- Stored items -

=== Section Start ===

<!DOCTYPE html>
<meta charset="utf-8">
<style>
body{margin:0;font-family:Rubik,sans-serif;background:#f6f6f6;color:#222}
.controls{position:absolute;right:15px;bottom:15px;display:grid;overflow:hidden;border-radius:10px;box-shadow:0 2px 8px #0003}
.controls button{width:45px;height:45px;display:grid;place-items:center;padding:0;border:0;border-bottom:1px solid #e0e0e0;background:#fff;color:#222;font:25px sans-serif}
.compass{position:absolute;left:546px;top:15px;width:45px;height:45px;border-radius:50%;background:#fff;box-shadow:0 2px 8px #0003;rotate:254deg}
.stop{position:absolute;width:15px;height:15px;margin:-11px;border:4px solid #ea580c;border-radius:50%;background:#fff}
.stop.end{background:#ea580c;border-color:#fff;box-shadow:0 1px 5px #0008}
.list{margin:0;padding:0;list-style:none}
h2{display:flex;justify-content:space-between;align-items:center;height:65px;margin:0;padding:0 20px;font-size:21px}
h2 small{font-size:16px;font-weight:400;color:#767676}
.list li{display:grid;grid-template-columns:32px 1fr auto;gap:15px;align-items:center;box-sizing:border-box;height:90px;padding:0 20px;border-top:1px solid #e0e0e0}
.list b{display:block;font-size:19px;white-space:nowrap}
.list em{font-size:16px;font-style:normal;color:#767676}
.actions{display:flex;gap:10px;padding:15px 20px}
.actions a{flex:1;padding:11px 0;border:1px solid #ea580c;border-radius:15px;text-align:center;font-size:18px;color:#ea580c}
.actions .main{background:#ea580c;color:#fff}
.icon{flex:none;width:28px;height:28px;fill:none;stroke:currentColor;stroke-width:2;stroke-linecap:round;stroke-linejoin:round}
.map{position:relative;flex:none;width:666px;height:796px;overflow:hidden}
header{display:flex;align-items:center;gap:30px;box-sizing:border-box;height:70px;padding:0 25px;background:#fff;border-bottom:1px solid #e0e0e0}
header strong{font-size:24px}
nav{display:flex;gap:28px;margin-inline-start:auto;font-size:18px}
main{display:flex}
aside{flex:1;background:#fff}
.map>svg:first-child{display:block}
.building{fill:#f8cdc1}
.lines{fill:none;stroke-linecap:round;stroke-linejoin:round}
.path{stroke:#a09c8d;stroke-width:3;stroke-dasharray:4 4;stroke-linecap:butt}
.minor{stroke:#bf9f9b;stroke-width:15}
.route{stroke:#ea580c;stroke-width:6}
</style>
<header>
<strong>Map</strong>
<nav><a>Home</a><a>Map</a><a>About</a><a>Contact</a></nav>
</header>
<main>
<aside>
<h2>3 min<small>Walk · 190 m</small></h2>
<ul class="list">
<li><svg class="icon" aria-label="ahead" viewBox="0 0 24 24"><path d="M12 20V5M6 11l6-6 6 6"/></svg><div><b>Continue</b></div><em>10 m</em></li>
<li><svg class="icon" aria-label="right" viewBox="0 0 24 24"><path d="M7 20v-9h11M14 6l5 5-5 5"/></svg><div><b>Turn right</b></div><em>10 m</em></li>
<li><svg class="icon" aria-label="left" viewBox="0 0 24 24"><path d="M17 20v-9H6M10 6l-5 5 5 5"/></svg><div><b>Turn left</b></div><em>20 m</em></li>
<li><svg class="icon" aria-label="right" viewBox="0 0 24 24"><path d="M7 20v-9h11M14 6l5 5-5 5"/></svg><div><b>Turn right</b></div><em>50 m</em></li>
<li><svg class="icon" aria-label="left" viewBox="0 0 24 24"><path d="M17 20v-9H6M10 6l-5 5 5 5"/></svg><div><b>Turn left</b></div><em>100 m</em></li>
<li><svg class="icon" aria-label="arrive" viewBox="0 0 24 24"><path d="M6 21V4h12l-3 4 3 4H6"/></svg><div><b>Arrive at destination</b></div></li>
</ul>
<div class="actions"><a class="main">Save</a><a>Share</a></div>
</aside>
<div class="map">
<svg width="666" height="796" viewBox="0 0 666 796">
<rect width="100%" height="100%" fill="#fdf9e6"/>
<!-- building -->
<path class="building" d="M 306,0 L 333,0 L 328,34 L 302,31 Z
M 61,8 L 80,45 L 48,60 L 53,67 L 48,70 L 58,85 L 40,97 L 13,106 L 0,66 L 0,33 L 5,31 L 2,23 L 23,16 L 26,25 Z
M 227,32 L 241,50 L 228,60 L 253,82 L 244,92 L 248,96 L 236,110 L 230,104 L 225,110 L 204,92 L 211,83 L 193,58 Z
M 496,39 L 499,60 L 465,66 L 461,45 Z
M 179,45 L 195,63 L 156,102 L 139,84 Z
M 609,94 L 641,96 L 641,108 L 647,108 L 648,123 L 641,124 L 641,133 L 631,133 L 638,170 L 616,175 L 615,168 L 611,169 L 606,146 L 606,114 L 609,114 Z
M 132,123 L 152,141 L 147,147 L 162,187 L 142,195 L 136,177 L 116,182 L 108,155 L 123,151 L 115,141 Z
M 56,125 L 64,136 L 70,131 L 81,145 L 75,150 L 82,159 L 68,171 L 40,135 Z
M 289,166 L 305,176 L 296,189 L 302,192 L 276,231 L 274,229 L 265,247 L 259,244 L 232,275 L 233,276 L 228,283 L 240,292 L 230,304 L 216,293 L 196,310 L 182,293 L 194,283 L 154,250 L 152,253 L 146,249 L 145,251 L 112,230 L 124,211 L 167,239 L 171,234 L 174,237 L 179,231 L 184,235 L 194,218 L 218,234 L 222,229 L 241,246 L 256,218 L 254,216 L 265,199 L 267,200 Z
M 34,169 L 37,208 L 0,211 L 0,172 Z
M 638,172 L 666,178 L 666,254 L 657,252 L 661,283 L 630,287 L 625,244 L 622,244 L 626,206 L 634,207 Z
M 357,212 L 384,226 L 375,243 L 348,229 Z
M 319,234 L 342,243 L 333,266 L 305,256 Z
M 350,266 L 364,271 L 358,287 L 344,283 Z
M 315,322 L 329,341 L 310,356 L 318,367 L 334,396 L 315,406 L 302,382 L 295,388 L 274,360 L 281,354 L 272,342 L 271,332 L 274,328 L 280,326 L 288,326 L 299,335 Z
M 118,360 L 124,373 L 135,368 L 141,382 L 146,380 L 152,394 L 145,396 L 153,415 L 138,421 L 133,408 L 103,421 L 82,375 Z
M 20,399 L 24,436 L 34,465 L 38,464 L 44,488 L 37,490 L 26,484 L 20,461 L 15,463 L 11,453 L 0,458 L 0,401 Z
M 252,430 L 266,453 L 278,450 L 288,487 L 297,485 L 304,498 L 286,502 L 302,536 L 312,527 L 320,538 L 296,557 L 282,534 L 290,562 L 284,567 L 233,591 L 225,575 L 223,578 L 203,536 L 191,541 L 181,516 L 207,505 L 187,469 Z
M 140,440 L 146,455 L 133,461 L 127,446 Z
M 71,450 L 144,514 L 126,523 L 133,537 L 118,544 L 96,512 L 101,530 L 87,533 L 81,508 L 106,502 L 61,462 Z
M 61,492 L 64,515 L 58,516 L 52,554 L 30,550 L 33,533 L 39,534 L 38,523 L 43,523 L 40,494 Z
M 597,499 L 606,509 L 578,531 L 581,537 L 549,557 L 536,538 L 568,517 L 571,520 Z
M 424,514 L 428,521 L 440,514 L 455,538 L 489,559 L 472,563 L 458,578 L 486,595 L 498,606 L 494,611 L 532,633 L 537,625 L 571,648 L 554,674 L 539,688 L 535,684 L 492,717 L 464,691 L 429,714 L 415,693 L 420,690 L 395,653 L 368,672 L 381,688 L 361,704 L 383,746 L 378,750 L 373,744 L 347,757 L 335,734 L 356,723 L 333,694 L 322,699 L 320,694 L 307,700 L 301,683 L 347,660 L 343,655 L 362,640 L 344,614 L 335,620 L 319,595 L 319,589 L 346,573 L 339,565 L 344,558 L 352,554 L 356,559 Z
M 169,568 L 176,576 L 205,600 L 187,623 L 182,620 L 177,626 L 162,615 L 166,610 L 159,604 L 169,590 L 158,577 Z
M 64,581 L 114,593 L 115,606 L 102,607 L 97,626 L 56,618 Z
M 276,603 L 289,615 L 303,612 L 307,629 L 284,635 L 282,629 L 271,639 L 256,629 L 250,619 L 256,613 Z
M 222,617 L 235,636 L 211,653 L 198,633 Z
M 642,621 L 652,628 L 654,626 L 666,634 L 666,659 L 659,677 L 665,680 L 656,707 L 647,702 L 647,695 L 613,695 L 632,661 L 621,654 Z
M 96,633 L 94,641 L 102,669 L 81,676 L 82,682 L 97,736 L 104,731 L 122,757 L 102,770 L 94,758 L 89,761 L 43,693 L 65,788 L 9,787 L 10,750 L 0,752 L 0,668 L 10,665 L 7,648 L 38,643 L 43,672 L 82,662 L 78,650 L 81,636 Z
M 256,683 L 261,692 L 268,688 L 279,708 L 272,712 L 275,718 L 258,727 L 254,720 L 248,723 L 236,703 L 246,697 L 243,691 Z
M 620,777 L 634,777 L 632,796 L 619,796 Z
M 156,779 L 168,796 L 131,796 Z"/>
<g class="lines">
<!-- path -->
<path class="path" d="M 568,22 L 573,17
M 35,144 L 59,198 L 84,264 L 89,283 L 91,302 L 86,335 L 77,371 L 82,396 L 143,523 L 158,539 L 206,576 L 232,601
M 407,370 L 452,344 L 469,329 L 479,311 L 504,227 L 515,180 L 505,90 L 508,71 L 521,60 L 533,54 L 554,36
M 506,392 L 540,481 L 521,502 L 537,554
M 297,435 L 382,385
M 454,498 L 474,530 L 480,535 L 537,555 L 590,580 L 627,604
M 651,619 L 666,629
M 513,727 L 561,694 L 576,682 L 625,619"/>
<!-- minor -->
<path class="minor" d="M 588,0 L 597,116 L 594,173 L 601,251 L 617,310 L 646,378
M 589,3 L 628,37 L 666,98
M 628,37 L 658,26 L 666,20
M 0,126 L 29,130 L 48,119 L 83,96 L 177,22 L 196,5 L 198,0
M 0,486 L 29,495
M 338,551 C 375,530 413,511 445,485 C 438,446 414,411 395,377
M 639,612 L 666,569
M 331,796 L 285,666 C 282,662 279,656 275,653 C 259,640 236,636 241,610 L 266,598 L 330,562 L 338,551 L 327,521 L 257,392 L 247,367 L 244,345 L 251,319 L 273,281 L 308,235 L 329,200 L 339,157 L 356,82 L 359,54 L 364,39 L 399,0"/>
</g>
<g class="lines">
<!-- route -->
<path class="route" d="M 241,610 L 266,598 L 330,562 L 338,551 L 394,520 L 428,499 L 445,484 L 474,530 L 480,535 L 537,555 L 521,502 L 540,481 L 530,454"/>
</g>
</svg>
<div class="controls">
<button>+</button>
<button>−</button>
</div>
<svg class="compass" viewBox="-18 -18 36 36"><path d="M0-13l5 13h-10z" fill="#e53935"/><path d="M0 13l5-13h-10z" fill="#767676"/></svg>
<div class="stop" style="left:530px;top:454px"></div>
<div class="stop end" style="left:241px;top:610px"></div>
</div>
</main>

=== Section End ===

- Your goal -
Wherever the word "strong" appears in the entries above, copy that line.

- Exercise response -
header strong{font-size:24px}
<strong>Map</strong>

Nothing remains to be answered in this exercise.